Australia mining employment falls for first time in 3 years
SYDNEY, Sept 13
SYDNEY, Sept 13 (Reuters) - Employment in Australia's mining industry has fallen for the first time in three years, in what could be an early sign that a major engine of jobs growth is losing steam.
Government data out on Thursday that covers the three months to August showed jobs in the mining sector fell by a net 4,600, following an increase of 25,500 in the three months to May.
Total employment in the industry was still up 44,600 on the same period last year, but it was the first quarterly drop since mid-2009 and comes amid news of more layoffs by miners facing weak prices and high costs.
Any pullback in mining would be a blow to the economy as it has been a big generator of jobs in recent years. While the industry's workforce of 270,600 is barely more than 2 percent of the country's 11.5 million employed, it has been growing rapidly.
Since early 2007, when Australia's mining boom really got going, the sector has generated almost 133,000 jobs. That was beaten only by healthcare and the professional, scientific and technical services sector.
Crucially the growth in mining had helped offset weakness in manufacturing, which has shed 65,000 jobs in the same period as a high local dollar and stiff foreign competition forced much painful restructuring.

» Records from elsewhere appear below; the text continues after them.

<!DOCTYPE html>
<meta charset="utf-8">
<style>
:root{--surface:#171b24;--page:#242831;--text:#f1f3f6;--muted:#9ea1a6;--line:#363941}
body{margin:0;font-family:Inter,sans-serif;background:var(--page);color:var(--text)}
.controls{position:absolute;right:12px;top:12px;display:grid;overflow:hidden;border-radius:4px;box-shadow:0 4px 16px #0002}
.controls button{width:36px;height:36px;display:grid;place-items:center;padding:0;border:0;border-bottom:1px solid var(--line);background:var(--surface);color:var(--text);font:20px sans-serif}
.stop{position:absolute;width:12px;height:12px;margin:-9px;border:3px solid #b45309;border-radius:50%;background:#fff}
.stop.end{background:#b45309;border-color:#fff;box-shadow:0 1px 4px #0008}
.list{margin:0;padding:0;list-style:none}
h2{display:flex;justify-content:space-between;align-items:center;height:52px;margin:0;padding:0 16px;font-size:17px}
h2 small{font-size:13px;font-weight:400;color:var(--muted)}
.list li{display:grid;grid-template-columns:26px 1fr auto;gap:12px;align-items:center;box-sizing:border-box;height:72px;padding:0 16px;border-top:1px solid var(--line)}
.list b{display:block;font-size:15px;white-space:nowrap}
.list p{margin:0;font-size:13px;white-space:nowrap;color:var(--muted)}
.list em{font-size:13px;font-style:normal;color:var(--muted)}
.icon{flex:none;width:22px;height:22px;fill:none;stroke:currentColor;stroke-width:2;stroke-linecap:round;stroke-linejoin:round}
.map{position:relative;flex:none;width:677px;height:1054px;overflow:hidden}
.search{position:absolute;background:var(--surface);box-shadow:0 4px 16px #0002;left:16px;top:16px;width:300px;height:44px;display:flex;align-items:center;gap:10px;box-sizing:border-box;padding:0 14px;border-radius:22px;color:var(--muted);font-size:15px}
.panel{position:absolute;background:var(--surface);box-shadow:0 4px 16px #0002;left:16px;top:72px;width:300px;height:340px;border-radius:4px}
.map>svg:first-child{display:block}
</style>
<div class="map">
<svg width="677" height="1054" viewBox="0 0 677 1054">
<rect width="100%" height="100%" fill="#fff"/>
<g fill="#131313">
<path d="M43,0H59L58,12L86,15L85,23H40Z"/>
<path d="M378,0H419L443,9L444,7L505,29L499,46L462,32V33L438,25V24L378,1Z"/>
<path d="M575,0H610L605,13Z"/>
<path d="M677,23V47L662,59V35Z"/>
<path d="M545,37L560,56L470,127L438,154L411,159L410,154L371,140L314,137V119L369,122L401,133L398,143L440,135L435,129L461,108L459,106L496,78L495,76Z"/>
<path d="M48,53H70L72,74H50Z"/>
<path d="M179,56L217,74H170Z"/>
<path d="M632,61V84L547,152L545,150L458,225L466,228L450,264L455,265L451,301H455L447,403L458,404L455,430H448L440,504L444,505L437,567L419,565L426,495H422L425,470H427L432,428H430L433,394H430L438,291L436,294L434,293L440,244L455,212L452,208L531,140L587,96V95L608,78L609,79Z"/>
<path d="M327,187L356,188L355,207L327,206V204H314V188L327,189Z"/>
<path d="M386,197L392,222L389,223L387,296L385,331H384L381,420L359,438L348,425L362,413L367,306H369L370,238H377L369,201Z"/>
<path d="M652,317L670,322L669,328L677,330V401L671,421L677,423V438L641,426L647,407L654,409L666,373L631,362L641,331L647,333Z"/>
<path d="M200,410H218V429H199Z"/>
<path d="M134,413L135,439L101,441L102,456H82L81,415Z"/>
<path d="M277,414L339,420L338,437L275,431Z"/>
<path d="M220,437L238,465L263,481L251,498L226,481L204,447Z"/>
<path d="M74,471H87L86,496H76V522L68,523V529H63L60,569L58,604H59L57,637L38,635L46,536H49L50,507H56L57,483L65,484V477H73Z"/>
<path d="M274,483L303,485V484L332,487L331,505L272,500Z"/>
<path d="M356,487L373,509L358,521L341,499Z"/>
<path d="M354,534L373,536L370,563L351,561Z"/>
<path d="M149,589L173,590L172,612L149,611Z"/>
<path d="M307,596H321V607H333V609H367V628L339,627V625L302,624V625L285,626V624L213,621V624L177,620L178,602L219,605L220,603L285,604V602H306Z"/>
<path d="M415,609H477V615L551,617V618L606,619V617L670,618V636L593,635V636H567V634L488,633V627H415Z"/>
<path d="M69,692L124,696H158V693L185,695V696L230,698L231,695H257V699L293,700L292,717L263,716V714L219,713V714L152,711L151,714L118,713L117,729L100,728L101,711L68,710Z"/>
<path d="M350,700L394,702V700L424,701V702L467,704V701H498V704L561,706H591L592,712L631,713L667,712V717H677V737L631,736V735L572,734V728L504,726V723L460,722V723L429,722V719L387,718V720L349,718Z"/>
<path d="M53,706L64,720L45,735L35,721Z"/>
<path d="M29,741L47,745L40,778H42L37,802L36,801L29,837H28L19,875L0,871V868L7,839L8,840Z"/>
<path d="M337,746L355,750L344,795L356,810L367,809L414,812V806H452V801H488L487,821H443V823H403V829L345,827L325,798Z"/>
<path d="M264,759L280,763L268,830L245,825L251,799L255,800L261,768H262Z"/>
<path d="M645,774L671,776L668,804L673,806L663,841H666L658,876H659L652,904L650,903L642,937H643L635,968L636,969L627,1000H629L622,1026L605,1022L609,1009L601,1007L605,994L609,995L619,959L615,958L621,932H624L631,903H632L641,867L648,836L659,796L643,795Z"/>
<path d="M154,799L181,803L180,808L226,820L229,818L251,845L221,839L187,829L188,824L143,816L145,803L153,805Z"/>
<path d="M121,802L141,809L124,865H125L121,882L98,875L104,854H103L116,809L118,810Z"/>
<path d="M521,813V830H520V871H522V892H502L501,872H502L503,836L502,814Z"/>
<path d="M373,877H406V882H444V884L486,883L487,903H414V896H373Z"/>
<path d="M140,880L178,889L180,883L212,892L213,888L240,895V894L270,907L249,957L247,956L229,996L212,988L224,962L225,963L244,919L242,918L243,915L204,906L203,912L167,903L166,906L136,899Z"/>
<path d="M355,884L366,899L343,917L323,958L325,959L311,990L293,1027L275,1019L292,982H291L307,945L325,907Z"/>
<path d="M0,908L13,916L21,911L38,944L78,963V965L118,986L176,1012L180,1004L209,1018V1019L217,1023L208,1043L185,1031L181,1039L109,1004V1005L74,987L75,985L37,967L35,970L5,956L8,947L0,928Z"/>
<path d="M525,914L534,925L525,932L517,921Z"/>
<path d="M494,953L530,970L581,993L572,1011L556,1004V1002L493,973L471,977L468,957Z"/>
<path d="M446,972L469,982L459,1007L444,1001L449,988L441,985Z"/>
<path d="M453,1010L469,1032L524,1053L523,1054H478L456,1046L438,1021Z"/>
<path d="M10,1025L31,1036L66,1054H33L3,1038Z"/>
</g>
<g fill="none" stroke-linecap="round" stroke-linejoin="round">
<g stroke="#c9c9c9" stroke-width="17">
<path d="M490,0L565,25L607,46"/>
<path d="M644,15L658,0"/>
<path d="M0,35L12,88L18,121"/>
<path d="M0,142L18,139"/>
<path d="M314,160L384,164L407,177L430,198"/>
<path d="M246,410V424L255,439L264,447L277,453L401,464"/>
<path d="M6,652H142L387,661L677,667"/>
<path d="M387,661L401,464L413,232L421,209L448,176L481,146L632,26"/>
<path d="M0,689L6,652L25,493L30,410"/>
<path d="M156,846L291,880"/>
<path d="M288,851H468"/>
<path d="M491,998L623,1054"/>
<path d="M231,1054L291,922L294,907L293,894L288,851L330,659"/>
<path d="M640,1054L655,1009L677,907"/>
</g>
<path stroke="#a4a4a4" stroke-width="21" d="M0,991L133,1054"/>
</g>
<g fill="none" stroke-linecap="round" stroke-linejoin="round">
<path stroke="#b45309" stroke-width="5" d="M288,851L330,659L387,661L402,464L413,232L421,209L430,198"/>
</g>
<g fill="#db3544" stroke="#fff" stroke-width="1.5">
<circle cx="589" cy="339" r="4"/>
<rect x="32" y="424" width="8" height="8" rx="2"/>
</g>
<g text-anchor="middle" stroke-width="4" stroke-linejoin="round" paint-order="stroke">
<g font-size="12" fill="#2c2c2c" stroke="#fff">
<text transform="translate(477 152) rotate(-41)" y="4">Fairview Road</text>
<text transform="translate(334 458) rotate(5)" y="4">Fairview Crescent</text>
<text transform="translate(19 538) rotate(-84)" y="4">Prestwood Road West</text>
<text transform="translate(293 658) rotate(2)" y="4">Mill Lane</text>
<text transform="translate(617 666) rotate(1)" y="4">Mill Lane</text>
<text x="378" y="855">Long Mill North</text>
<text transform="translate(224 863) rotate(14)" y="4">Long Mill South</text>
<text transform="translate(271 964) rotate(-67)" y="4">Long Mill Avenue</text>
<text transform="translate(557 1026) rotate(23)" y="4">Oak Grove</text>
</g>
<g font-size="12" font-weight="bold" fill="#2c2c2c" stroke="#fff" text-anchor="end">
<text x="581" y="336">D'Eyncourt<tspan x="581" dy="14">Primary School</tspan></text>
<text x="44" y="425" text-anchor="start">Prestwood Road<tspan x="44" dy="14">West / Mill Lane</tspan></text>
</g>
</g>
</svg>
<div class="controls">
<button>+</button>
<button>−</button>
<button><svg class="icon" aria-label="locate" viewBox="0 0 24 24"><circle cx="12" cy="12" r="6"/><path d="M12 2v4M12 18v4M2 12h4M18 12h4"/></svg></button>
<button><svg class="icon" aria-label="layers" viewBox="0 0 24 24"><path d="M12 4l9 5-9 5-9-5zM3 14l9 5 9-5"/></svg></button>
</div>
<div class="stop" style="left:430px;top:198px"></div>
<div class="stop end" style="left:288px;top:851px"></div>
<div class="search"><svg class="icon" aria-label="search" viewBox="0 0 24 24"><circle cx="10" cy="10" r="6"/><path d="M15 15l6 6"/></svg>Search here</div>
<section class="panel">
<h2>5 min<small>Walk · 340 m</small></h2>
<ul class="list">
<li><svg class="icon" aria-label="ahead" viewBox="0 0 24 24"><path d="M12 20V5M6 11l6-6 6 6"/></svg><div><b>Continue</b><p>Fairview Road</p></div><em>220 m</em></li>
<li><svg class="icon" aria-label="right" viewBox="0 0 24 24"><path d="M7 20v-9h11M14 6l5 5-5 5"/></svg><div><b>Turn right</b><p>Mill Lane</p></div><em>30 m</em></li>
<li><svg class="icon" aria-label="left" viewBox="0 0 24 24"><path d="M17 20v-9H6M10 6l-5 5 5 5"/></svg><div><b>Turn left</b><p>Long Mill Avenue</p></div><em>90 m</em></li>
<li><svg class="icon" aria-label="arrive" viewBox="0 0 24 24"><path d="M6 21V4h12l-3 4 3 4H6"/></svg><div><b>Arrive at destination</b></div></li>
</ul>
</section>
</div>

Miners BHP Billiton, Xstrata Plc and Fortescue Metals Group's have all announced job cuts in the past couple of weeks as they battle weak prices, rising costs and a strong Australian dollar.
This could be a repeat of the job shedding seen during the global financial crisis in 2008/2009, when mining employment fell by 27,400 over six months.
At the time, hiring rapidly recovered as massive policy stimulus in China revived the demand for commodities. China is Australia's single biggest customer, taking more than a quarter of its exports, much of it iron ore.
But this time China has been more reluctant to stimulate its economy, leading to sharp falls in prices for some of Australia's key commodities, including iron ore and coal.
While Australia's jobless rate is still at a low 5.1 percent, annual employment growth is a very sub-par 0.5 percent. If it were not for more people leaving the workforce, the unemployment rate would be nearer 6.0 percent now.
That is a major reason investors think the Reserve Bank of Australia (RBA) will cut interest rates again before the year is out. With rates having been held at 3.5 percent since July, markets are almost fully priced for an easing to 3.25 percent by November.